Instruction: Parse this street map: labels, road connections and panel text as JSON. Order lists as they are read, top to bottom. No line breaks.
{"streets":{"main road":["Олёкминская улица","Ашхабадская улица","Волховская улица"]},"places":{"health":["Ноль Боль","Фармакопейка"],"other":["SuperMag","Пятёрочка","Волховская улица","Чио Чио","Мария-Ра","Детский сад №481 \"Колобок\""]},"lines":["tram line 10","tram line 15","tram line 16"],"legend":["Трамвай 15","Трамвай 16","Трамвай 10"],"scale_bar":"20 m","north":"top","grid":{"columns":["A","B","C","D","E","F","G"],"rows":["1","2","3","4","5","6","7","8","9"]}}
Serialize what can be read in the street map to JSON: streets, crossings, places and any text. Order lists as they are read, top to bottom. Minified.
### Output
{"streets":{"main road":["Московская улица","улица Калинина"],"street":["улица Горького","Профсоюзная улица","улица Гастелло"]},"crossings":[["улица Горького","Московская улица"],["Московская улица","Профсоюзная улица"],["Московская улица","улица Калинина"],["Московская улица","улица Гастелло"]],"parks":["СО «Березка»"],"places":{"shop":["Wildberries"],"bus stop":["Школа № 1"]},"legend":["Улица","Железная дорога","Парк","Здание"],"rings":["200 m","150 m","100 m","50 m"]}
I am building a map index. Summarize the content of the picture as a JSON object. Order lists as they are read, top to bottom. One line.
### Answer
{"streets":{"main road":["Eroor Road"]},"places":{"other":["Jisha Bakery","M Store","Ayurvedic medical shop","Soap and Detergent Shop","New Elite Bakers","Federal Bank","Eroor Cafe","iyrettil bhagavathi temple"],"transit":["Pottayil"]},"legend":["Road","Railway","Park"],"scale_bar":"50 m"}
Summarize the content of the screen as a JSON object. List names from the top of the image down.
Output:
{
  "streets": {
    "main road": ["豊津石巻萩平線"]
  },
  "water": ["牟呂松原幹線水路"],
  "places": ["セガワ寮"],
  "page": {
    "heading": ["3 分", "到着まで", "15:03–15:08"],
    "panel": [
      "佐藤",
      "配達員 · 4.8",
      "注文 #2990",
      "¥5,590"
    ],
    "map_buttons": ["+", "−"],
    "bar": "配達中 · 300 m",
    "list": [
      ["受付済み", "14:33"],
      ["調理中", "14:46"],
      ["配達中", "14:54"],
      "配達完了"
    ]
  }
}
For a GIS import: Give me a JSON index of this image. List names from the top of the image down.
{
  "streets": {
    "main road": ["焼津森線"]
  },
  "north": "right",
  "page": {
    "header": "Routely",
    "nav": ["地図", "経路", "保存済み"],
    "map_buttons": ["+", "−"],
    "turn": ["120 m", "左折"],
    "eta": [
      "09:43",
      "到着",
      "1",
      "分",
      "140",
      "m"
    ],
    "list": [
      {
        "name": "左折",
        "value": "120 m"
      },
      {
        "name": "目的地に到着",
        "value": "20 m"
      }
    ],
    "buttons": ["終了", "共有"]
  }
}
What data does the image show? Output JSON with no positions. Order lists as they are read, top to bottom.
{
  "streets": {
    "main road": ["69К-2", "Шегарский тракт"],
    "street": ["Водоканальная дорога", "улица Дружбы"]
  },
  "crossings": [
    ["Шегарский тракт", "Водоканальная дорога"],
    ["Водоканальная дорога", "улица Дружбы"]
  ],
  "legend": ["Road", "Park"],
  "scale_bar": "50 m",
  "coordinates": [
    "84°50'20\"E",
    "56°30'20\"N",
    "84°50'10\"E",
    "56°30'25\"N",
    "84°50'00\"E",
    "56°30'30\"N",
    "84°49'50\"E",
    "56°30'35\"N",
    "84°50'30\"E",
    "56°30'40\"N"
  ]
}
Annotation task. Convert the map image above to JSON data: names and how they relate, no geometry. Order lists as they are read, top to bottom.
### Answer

**Task instructions**.
Each entry above needs to be returned exactly as written.

**Solved problem**.
Instruction: Parse this street map: labels, road connections and panel text as JSON. Order lists as they are read, top to bottom. No line breaks.
{"streets":{"main road":["Олёкминская улица","Ашхабадская улица","Волховская улица"]},"places":{"health":["Ноль Боль","Фармакопейка"],"other":["SuperMag","Пятёрочка","Волховская улица","Чио Чио","Мария-Ра","Детский сад №481 \"Колобок\""]},"lines":["tram line 10","tram line 15","tram line 16"],"legend":["Трамвай 15","Трамвай 16","Трамвай 10"],"scale_bar":"20 m","north":"top","grid":{"columns":["A","B","C","D","E","F","G"],"rows":["1","2","3","4","5","6","7","8","9"]}}
Serialize what can be read in the street map to JSON: streets, crossings, places and any text. Order lists as they are read, top to bottom. Minified.
### Output
{"streets":{"main road":["Московская улица","улица Калинина"],"street":["улица Горького","Профсоюзная улица","улица Гастелло"]},"crossings":[["улица Горького","Московская улица"],["Московская улица","Профсоюзная улица"],["Московская улица","улица Калинина"],["Московская улица","улица Гастелло"]],"parks":["СО «Березка»"],"places":{"shop":["Wildberries"],"bus stop":["Школа № 1"]},"legend":["Улица","Железная дорога","Парк","Здание"],"rings":["200 m","150 m","100 m","50 m"]}
I am building a map index. Summarize the content of the picture as a JSON object. Order lists as they are read, top to bottom. One line.
### Answer
{"streets":{"main road":["Eroor Road"]},"places":{"other":["Jisha Bakery","M Store","Ayurvedic medical shop","Soap and Detergent Shop","New Elite Bakers","Federal Bank","Eroor Cafe","iyrettil bhagavathi temple"],"transit":["Pottayil"]},"legend":["Road","Railway","Park"],"scale_bar":"50 m"}
Summarize the content of the screen as a JSON object. List names from the top of the image down.
Output:
{
  "streets": {
    "main road": ["豊津石巻萩平線"]
  },
  "water": ["牟呂松原幹線水路"],
  "places": ["セガワ寮"],
  "page": {
    "heading": ["3 分", "到着まで", "15:03–15:08"],
    "panel": [
      "佐藤",
      "配達員 · 4.8",
      "注文 #2990",
      "¥5,590"
    ],
    "map_buttons": ["+", "−"],
    "bar": "配達中 · 300 m",
    "list": [
      ["受付済み", "14:33"],
      ["調理中", "14:46"],
      ["配達中", "14:54"],
      "配達完了"
    ]
  }
}
For a GIS import: Give me a JSON index of this image. List names from the top of the image down.
{
  "streets": {
    "main road": ["焼津森線"]
  },
  "north": "right",
  "page": {
    "header": "Routely",
    "nav": ["地図", "経路", "保存済み"],
    "map_buttons": ["+", "−"],
    "turn": ["120 m", "左折"],
    "eta": [
      "09:43",
      "到着",
      "1",
      "分",
      "140",
      "m"
    ],
    "list": [
      {
        "name": "左折",
        "value": "120 m"
      },
      {
        "name": "目的地に到着",
        "value": "20 m"
      }
    ],
    "buttons": ["終了", "共有"]
  }
}
What data does the image show? Output JSON with no positions. Order lists as they are read, top to bottom.
{
  "streets": {
    "main road": ["69К-2", "Шегарский тракт"],
    "street": ["Водоканальная дорога", "улица Дружбы"]
  },
  "crossings": [
    ["Шегарский тракт", "Водоканальная дорога"],
    ["Водоканальная дорога", "улица Дружбы"]
  ],
  "legend": ["Road", "Park"],
  "scale_bar": "50 m",
  "coordinates": [
    "84°50'20\"E",
    "56°30'20\"N",
    "84°50'10\"E",
    "56°30'25\"N",
    "84°50'00\"E",
    "56°30'30\"N",
    "84°49'50\"E",
    "56°30'35\"N",
    "84°50'30\"E",
    "56°30'40\"N"
  ]
}
Annotation task. Convert the map image above to JSON data: names and how they relate, no geometry. Order lists as they are read, top to bottom.
### Answer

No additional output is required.